[MDEV-30125] "[ERROR] mysqld got signal 11 ;" only on AMD EPYC 7773X servers versus intel servers, and suspected poor performance/stability on AMD servers versus intel servers - Jira

XML

Word

Printable

Details

Type: Bug
Status: Closed (View Workflow)
Priority: Major
Resolution: Cannot Reproduce
Affects Version/s: 10.6.11
Fix Version/s: N/A
Component/s: N/A
Labels:
None
Environment:
Red Hat Enterprise Linux release 8.7 (Ootpa)
MariaDB-server-10.6.11-1.el8.x86_64

Description

Hello,
We had exact same MariaDB data(copied from slaves as full binary), and synced on three intel servers and two AMD servers as slaves and one AMD server as master.
The three intel servers have different specs(lower than AMD) while the AMD are all dual EPYC 7773X with 1 TB of RAM.

Two major issues were noted only on AMD servers.

First of all we noticed the AMD servers have much poor performance compared to Intel servers(when used as master, the slave are really unneccessary and have little load), nearly being unresponsive with high load, while intel servers having much lower specs were much more stable(when used as master).
We noticed that it occurs exactly when the both CPUs are used due to load increase.
We tested in production with
kernel.numa_balancing=0

Then with
kernel.numa_balancing=1
and ExecStart=numactl --interleave=all /usr/sbin/mariadbd......

Both options had really poor performance exactly when the both CPUs are used due to load increase. Of note, we did not use such options on Intel servers, because we never had any problems, and didn't know of the recommendation of such options in MariaDB official documentation.

We had much better stability with
ExecStart=numactl --cpunodebind=1..... with or without interleave option.

Still we suspect in several metrics and stabililty during high load that the server has much more slow queries and spikes compared to intel servers.
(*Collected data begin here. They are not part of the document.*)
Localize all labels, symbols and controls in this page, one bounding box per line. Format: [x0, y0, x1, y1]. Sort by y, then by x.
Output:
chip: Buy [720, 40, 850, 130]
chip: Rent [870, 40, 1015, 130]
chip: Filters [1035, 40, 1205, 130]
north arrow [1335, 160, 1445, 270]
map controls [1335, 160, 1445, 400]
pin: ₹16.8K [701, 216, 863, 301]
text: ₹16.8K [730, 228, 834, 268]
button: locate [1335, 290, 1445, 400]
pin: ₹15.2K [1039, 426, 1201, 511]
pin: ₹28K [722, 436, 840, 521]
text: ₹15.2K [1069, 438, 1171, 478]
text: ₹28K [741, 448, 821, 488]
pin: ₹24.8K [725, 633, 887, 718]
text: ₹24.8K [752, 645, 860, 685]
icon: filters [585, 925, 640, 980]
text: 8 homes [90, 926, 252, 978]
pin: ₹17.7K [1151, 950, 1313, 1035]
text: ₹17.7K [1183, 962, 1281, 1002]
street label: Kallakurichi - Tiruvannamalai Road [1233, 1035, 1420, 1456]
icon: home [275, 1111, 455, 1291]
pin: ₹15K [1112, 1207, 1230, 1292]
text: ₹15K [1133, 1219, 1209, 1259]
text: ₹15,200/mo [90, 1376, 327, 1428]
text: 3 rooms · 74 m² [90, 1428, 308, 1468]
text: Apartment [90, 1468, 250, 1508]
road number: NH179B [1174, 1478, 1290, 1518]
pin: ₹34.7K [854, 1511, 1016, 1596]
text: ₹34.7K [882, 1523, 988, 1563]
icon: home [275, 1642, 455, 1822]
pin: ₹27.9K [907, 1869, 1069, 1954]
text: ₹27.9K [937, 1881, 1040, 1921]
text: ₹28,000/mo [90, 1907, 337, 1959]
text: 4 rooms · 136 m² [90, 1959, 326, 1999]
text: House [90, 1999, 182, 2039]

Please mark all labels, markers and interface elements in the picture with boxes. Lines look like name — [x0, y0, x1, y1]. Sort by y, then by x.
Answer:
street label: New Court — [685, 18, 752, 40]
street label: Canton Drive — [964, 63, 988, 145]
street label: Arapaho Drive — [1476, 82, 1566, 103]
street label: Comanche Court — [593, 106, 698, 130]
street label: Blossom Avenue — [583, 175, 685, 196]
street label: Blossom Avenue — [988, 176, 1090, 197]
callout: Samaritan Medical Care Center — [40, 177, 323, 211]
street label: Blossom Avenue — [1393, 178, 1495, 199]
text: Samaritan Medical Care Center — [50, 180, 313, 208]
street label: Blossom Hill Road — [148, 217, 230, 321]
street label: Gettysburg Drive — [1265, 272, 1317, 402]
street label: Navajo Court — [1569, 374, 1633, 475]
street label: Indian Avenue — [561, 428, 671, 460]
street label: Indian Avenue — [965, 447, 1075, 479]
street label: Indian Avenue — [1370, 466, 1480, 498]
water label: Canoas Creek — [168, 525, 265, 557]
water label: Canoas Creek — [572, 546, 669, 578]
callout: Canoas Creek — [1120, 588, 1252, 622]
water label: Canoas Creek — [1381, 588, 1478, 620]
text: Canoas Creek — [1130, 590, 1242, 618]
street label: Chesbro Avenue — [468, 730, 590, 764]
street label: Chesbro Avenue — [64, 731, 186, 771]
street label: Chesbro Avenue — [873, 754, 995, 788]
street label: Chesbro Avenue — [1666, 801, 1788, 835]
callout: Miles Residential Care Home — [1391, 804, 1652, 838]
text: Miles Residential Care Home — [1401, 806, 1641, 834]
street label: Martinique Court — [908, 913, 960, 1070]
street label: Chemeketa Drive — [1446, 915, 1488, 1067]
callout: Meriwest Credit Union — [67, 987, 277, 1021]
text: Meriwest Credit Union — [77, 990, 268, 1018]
Second of all, we ran optimize command on one large about 120GB tables on all of the 5 slaves.
All the intel servers finished relatively quickly, while ALL two AMD servers crashed with
[ERROR] mysqld got signal 11 ;

Here is the error log:

221129 16:48:25 [ERROR] mysqld got signal 11 ;

This could be because you hit a bug. It is also possible that this binary

or one of the libraries it was linked against is corrupt, improperly built,

or misconfigured. This error can also be caused by malfunctioning hardware.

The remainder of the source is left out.